WHAT THE TASK REQUIRES: Stop after the line that contains "display:flex; align-items:center; gap:20px;"; until then, restate each line of the entries word for word from the very first.

*** RECORDS FOR PROCESSING Section Begins ***

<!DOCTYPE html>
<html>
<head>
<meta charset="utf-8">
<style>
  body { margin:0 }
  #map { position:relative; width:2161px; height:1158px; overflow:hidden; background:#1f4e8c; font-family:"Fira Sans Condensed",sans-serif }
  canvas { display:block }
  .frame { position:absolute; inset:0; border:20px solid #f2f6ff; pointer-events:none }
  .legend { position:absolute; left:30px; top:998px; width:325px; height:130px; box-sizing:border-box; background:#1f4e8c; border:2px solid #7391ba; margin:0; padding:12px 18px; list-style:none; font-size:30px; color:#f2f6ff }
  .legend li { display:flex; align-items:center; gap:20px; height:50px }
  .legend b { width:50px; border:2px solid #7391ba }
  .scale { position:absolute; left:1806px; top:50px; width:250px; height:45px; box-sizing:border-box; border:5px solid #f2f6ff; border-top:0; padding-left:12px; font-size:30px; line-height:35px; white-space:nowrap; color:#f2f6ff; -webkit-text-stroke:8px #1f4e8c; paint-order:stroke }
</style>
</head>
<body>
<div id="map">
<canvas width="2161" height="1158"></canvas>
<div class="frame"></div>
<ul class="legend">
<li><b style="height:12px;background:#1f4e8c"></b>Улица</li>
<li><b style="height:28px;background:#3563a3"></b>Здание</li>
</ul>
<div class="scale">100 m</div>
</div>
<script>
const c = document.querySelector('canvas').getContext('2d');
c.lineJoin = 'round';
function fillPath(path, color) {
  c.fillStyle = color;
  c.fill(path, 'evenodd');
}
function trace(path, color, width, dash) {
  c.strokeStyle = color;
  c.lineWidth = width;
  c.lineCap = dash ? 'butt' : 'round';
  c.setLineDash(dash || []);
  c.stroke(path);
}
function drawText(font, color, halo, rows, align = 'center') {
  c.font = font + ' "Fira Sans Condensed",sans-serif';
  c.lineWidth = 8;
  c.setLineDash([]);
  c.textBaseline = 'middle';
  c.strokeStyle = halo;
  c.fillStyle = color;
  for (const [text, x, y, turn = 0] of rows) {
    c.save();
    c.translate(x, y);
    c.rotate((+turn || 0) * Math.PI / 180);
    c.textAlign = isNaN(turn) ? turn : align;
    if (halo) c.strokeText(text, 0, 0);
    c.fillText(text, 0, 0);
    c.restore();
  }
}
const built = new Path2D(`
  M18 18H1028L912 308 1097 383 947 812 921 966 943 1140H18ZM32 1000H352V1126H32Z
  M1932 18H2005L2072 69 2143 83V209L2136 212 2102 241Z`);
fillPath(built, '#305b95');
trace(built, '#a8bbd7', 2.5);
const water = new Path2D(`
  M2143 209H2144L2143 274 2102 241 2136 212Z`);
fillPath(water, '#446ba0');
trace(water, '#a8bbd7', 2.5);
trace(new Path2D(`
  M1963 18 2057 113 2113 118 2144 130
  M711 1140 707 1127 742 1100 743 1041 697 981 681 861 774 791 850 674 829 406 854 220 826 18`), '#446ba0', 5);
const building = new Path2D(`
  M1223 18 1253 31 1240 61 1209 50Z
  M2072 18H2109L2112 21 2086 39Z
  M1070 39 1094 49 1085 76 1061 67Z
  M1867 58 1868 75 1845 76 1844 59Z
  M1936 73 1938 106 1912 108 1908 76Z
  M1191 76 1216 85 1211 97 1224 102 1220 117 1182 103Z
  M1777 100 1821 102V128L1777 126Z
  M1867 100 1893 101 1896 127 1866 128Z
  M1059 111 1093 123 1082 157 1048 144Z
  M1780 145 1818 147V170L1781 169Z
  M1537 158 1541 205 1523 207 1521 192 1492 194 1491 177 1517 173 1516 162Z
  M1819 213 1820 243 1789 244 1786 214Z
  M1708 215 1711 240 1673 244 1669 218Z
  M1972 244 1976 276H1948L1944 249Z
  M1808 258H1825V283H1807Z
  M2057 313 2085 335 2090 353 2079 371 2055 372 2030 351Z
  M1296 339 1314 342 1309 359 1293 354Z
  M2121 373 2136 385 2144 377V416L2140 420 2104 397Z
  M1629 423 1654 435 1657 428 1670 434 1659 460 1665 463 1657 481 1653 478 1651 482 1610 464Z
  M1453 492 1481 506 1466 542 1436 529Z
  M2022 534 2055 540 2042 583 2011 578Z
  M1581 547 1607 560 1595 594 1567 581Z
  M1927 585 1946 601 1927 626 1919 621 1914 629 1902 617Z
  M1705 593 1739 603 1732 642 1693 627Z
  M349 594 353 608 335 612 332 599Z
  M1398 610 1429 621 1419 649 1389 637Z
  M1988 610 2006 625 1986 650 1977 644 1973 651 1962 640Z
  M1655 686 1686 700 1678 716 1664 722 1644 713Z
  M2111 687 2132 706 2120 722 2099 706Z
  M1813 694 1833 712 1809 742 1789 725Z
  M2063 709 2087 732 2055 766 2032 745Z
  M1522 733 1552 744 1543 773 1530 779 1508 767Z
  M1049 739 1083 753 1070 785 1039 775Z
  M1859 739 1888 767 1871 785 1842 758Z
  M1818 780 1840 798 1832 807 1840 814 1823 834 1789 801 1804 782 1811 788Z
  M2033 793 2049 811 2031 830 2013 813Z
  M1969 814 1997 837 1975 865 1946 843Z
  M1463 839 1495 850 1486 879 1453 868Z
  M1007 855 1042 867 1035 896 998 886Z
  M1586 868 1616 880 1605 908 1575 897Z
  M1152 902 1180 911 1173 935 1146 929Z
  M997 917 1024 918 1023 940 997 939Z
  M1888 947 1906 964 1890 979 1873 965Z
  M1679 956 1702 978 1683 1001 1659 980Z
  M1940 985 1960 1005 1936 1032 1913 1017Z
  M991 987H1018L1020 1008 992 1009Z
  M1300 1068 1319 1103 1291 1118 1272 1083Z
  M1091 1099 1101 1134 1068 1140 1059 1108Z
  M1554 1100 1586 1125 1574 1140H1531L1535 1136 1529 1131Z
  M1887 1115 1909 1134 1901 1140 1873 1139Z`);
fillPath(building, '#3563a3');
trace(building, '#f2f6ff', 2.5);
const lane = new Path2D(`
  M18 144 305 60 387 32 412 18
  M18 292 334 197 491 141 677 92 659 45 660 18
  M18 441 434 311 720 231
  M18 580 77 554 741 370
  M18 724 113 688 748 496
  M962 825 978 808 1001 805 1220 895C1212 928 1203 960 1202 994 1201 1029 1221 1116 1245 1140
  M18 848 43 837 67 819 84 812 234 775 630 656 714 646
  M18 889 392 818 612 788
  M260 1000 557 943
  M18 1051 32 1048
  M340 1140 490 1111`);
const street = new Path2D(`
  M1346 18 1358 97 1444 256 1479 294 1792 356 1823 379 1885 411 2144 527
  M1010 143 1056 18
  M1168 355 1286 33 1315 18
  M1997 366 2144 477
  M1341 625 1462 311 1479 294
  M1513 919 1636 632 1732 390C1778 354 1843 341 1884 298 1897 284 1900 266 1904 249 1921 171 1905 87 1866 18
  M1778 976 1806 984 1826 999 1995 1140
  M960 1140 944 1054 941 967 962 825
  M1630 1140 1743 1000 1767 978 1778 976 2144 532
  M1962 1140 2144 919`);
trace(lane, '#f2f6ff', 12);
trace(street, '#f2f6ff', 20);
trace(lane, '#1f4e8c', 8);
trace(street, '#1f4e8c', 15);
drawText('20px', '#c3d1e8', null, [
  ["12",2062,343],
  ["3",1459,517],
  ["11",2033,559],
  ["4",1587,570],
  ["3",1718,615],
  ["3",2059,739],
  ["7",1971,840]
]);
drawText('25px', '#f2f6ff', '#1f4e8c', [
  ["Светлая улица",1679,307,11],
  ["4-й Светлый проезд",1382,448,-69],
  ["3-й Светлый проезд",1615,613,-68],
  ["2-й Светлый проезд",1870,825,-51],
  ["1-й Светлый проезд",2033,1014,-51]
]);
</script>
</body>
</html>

*** RECORDS FOR PROCESSING Section Ends ***

RESPONSE AREA:
<!DOCTYPE html>
<html>
<head>
<meta charset="utf-8">
<style>
  body { margin:0 }
  #map { position:relative; width:2161px; height:1158px; overflow:hidden; background:#1f4e8c; font-family:"Fira Sans Condensed",sans-serif }
  canvas { display:block }
  .frame { position:absolute; inset:0; border:20px solid #f2f6ff; pointer-events:none }
  .legend { position:absolute; left:30px; top:998px; width:325px; height:130px; box-sizing:border-box; background:#1f4e8c; border:2px solid #7391ba; margin:0; padding:12px 18px; list-style:none; font-size:30px; color:#f2f6ff }
  .legend li { display:flex; align-items:center; gap:20px; height:50px }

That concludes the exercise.